The Grasinski Girls PDF Download

Are you looking for read ebook online? Search for your book and save it on your Kindle device, PC, phones or tablets. Download The Grasinski Girls PDF full book. Access full book title The Grasinski Girls.

The Grasinski Girls

The Grasinski Girls
Author: Mary Patrice Erdmans
Publisher: Ohio University Press
Total Pages: 400
Release: 2004-08-04
Genre: Social Science
ISBN: 0821441612

Download The Grasinski Girls Book in PDF, ePub and Kindle

The Grasinski Girls were working-class Americans of Polish descent, born in the 1920s and 1930s, who created lives typical of women in their day. They went to high school, married, and had children. For the most part, they stayed home to raise their children. And they were happy doing that. They took care of their appearance and their husbands, who took care of them. Like most women of their generation, they did not join the women’s movement, and today they either reject or shy away from feminism. Basing her account on interviews with her mother and aunts, Mary Erdmans explores the private lives of these white, Christian women in the post-World War II generation. She compares them, at times, to her own postfeminist generation. Situating these women within the religious routines that shaped their lives, Professor Erdmans explores how gender, class, ethnicity, and religion shaped the choices the Grasinski sisters were given as well as the choices they made. These women are both acted upon and actors; they are privileged and disadvantaged; they resist and surrender; they petition the Lord and accept His will. The Grasinski Girls examines the complexity of ordinary lives, exposing privileges taken for granted as well as nuances of oppression often overlooked.

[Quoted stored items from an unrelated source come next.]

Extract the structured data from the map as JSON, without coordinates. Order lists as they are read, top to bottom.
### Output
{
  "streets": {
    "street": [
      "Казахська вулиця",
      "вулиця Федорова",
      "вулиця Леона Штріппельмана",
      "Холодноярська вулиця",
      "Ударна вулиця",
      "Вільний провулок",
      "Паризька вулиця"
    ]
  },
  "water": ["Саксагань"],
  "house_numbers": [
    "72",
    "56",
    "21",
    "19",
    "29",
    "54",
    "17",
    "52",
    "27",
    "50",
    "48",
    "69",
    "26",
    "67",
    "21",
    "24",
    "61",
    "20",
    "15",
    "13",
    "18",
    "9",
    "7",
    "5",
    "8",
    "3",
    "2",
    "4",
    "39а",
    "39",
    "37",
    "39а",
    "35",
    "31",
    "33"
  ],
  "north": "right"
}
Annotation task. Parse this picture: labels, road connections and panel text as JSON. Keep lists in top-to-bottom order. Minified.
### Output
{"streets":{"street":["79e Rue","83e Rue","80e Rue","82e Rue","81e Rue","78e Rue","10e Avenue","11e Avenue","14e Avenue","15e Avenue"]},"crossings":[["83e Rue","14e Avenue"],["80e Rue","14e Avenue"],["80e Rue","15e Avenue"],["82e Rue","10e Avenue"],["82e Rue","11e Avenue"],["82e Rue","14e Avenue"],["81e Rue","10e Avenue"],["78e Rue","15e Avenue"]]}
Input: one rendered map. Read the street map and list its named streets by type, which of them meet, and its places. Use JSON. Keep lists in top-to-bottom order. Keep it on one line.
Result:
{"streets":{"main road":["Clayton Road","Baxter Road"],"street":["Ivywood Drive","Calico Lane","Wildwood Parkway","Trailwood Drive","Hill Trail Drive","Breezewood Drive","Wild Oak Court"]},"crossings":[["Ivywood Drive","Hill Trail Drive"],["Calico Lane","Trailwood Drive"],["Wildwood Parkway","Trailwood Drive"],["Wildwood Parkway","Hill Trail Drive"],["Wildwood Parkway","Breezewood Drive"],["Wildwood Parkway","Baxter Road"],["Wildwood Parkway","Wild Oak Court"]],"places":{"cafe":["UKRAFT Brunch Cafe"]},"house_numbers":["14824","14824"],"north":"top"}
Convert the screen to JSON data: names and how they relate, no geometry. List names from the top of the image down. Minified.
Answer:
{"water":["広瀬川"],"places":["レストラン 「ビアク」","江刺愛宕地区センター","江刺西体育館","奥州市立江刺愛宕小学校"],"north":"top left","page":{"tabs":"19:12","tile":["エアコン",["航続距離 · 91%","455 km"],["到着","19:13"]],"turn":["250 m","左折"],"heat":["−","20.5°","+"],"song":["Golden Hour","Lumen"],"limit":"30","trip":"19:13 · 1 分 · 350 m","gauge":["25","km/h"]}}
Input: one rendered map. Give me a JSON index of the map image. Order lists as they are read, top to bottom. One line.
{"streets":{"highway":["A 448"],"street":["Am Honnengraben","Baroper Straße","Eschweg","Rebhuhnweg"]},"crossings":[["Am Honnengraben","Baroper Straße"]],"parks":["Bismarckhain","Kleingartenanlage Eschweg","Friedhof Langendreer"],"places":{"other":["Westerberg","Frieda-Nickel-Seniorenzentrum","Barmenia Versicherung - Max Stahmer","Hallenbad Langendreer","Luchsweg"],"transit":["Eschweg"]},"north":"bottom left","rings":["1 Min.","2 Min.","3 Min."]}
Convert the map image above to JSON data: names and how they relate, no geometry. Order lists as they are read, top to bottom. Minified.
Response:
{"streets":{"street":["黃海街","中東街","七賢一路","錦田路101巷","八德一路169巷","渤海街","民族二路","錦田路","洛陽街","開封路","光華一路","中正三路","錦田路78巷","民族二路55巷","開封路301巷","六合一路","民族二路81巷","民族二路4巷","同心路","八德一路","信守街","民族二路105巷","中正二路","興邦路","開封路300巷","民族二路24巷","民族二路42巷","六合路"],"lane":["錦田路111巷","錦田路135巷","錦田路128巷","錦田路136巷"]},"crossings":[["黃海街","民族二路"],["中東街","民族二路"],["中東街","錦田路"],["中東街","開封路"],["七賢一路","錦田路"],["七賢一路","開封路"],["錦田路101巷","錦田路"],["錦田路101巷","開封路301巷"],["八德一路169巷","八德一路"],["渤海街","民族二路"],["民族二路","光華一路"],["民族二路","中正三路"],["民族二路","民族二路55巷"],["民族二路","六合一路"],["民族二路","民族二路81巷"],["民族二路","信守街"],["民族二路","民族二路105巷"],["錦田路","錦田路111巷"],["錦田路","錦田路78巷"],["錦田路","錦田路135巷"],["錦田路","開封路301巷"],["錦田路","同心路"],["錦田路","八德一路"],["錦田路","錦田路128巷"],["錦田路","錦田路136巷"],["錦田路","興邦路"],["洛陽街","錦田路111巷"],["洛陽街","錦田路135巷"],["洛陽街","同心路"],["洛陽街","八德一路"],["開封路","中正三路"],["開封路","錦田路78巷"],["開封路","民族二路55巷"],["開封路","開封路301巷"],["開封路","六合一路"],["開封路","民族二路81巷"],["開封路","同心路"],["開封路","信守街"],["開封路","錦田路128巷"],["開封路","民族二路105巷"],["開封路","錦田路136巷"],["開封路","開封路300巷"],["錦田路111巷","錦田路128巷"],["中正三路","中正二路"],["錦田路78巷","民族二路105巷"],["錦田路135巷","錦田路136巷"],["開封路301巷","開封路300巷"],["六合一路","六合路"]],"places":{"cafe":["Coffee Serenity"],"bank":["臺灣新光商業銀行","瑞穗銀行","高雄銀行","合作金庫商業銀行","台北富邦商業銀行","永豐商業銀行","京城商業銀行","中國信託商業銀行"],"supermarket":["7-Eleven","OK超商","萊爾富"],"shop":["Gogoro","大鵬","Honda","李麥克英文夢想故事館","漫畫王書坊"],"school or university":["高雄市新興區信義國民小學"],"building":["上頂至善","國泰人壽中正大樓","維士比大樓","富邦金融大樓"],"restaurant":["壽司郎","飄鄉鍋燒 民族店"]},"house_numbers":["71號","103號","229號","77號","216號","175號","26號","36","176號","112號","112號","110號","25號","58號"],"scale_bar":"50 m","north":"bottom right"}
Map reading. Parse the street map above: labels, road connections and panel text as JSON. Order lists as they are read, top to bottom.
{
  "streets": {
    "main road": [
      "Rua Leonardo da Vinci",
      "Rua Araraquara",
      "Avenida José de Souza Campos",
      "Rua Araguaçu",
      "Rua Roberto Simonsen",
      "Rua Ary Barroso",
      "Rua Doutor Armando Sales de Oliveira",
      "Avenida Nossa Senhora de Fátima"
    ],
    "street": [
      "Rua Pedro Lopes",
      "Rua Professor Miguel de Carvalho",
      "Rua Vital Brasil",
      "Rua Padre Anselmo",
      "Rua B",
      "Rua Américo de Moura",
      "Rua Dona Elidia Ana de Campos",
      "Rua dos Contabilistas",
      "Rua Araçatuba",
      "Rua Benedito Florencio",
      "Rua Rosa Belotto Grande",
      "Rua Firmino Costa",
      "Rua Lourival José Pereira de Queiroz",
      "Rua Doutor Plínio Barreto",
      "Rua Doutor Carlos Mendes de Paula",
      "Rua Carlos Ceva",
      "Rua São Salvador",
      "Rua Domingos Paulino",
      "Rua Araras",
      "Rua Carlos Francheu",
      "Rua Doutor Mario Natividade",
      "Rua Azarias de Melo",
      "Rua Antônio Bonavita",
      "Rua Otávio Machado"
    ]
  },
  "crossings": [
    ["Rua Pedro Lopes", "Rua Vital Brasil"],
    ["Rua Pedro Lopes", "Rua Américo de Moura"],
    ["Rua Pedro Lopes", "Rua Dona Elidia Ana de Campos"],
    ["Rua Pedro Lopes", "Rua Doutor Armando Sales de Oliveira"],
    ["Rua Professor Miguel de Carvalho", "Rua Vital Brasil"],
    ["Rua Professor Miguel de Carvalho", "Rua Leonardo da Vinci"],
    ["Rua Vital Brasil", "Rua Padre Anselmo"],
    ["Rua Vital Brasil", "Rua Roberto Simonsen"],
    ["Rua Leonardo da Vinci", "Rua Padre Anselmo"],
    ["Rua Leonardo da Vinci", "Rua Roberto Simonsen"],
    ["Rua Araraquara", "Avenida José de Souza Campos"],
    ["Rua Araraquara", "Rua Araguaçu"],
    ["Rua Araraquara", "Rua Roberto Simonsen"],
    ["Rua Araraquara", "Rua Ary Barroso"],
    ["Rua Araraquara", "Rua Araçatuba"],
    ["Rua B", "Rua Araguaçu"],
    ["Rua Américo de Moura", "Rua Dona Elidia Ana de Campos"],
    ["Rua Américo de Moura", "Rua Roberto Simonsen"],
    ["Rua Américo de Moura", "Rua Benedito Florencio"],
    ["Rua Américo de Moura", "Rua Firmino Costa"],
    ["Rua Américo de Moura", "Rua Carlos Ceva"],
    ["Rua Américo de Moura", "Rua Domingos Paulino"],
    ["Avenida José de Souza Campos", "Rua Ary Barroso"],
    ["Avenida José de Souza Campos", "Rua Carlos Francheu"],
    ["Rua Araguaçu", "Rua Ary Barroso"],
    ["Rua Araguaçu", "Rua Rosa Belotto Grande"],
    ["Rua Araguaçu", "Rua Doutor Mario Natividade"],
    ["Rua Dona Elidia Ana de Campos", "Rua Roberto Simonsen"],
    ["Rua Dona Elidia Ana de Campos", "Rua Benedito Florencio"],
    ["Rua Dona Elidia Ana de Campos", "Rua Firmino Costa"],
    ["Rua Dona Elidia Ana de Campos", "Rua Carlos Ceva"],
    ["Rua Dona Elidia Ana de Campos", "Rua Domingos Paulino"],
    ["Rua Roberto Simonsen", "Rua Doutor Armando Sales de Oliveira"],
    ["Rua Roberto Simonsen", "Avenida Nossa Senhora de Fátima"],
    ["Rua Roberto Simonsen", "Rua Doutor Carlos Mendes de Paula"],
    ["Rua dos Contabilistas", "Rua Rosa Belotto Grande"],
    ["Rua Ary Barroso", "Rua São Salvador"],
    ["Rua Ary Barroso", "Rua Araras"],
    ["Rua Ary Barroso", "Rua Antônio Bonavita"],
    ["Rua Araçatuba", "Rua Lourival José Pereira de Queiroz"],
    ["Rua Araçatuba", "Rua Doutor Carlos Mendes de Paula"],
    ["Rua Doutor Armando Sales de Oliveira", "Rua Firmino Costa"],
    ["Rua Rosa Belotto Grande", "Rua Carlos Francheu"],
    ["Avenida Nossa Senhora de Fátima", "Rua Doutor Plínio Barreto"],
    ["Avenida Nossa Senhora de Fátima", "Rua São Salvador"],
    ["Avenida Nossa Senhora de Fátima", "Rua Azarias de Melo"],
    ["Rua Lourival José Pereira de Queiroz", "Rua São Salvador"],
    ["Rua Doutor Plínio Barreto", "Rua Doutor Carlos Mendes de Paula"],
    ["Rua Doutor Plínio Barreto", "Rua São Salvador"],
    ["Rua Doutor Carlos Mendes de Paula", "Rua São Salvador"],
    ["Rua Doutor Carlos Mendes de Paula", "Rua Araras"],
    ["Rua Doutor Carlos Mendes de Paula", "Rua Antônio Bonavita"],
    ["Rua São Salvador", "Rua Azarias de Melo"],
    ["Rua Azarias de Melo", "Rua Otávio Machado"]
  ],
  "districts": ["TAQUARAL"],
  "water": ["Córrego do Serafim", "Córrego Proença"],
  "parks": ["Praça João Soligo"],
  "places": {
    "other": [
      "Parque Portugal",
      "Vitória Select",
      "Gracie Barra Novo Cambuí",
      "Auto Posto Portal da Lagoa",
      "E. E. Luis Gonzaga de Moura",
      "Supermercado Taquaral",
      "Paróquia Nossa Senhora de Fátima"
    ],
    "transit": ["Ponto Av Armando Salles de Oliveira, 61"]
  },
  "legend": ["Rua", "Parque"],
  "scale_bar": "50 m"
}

Erdmans brings rigorous scholarship and familial insight to bear on the realities of twentieth-century working-class white women in America.


The Grasinski Girls

The Grasinski Girls
Author: Mary Patrice Erdmans
Publisher: Ohio University Press
Total Pages: 305
Release: 2004
Genre: Michigan
ISBN: 0821415816

Download The Grasinski Girls Book in PDF, ePub and Kindle

Annotation Using the oral histories of her mother and aunts, Erdmans explores the private lives of these working-class women in the post-World War II generation and shows how gender, class, ethnicity, and religion shaped their choices.


Oral History

Oral History
Author: Marta Kurkowska-Budzan
Publisher: John Benjamins Publishing
Total Pages: 247
Release: 2009-04-22
Genre: History
ISBN: 9027289697

Download Oral History Book in PDF, ePub and Kindle

Oral History: The Challenges of Dialogue shows contemporary oral history at work in a variety of contexts, levels, and engagements. The issues developed in the book correspond to different stages of research: preparing and conducting the interview, evaluating and analyzing the collected material, publishing in the broad sense of speaking to different audiences, and finally, addressing the dilemmas and philosophical reflections with an emphasis on ethics. This book aims to address oral history from two perspectives. The first is the perspective of oral history as dialoguing, the second is the presentation of concrete situations, research, persons, and their own stories as built on the solid ground of discourse and within a concrete context. The chapters embody the experiences of the authors, their efforts and successes, as well as their failures in dialoguing with narrators. Unveiled in this book is the extensive breadth of contemporary oral history work, bridging epistemological and methodological horizons.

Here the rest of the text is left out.